Je voudrais saluer tous ces musulmans modérés qui ont décidé de mettre en échec la venue des prêcheurs fondamentalistes de la mouvance salafiste à Montréal. Si tu veux éviter la révolution, mon prince, fais-la, disait Machiavel. Je pense que cette initiative est une belle façon de montrer à tous les islamophobes que les musulmans ne forment pas un groupe monolithique de croyants réfractaires aux changements.

Il faut avouer qu'à cause de tous ces prédicateurs extrémistes qui prônent l'intolérance, la misogynie, l'homophobie et la haine contre les nations occidentales, être arabe dans les pays du nord n'est pas toujours facile.

Il y a quelques années, j'ai fait un voyage aux États-Unis avec un ami algérien qui s'appelle Amine. Il portait la barbe par habitude, mais pratiquait un islam très modéré. Il priait à l'occasion, mais aimait siroter son verre de vin lorsque la pénombre empêchait le musulman voisin de le prendre en flagrant délit de transgression.

Bref, mon copain Amine était plus un musulman de culture que de pratique. Il était un brillant ingénieur, doublé d'un humaniste, qui avait fui l'Algérie dans les années 90, à une l'époque où l'Armée islamique du salut (AIS) et le Groupe islamique armé (GIA) instrumentaient de cruels massacres dans la population civile.
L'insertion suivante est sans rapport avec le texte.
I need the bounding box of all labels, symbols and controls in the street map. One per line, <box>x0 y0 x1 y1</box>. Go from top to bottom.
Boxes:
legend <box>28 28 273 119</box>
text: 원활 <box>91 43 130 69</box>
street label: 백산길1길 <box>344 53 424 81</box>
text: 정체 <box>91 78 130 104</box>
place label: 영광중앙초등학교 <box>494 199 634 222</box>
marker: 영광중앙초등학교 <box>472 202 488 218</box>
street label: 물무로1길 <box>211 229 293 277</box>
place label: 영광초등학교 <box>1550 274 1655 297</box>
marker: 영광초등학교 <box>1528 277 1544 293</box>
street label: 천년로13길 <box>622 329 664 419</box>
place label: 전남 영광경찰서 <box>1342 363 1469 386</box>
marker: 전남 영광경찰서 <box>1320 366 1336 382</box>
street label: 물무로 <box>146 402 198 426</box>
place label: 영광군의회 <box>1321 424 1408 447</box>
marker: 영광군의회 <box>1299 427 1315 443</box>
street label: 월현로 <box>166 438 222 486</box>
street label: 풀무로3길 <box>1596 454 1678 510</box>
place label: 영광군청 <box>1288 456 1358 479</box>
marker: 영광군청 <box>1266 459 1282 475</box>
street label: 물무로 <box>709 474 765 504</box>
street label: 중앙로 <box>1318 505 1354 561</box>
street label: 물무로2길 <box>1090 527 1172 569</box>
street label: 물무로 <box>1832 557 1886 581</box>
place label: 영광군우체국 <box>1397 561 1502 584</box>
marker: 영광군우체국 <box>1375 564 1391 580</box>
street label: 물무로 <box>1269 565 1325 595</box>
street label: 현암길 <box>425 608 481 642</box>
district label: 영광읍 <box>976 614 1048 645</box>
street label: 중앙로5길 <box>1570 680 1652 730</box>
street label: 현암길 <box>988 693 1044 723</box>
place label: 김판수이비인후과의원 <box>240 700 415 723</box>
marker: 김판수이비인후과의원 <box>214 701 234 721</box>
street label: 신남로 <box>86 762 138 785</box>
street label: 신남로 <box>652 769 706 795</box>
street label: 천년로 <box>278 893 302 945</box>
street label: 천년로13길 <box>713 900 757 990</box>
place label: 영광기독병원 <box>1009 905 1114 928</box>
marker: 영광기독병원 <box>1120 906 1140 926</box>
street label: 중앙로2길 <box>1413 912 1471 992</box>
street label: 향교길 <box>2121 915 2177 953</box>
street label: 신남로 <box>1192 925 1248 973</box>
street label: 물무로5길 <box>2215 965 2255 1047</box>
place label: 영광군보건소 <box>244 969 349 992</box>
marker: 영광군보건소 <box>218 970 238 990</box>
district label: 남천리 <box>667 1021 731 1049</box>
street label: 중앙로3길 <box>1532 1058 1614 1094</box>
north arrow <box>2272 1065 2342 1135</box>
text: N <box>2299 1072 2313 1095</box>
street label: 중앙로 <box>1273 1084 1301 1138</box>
J'avais rencontré Amine dans un congrès d'océanographie et nous sommes rapidement devenus très proches, si bien qu'un jour, avec un troisième mousquetaire québécois, nous avions décidé de faire le voyage jusqu'à New York en voiture. C'est là que l'histoire que je veux vous raconter commence.

Quand nous sommes arrivés aux douanes américaines avec Amine, j'ai découvert ce qu'est le véritable profilage ethno-racial. Les douaniers l'ont cuisiné derrière des portes closes pendant une heure. Il avait beau expliquer qu'il finissait son doctorat en géologie, qu'il était au Québec depuis plusieurs années et qu'il avait quitté l'Algérie à cause de l'intégrisme, ils ne voulaient pas lâcher le morceau. Il a fallu qu'il leur dévoile bien des informations pour leur prouver qu'il ne voulait pas de mal à l'Amérique.

Quand Amine est sorti de l'interrogatoire, il avait les yeux pleins de larmes et ne voulait plus voir New York. Sa joie de vie légendaire avait disparu et il m'a dit en sanglotant: «Boucar, moi qui ai passé toute ma vie à combattre l'intégrisme, je ne pouvais jamais imaginer un jour vivre une telle humiliation juste parce que je suis Algérien. J'ai quitté mon pays pour ne pas être victime des intégristes musulmans, mais maintenant je peux dire qu'ils m'ont vraiment eu. Je me souviendrai toute ma vie du calvaire que je viens de vivre à cette frontière.»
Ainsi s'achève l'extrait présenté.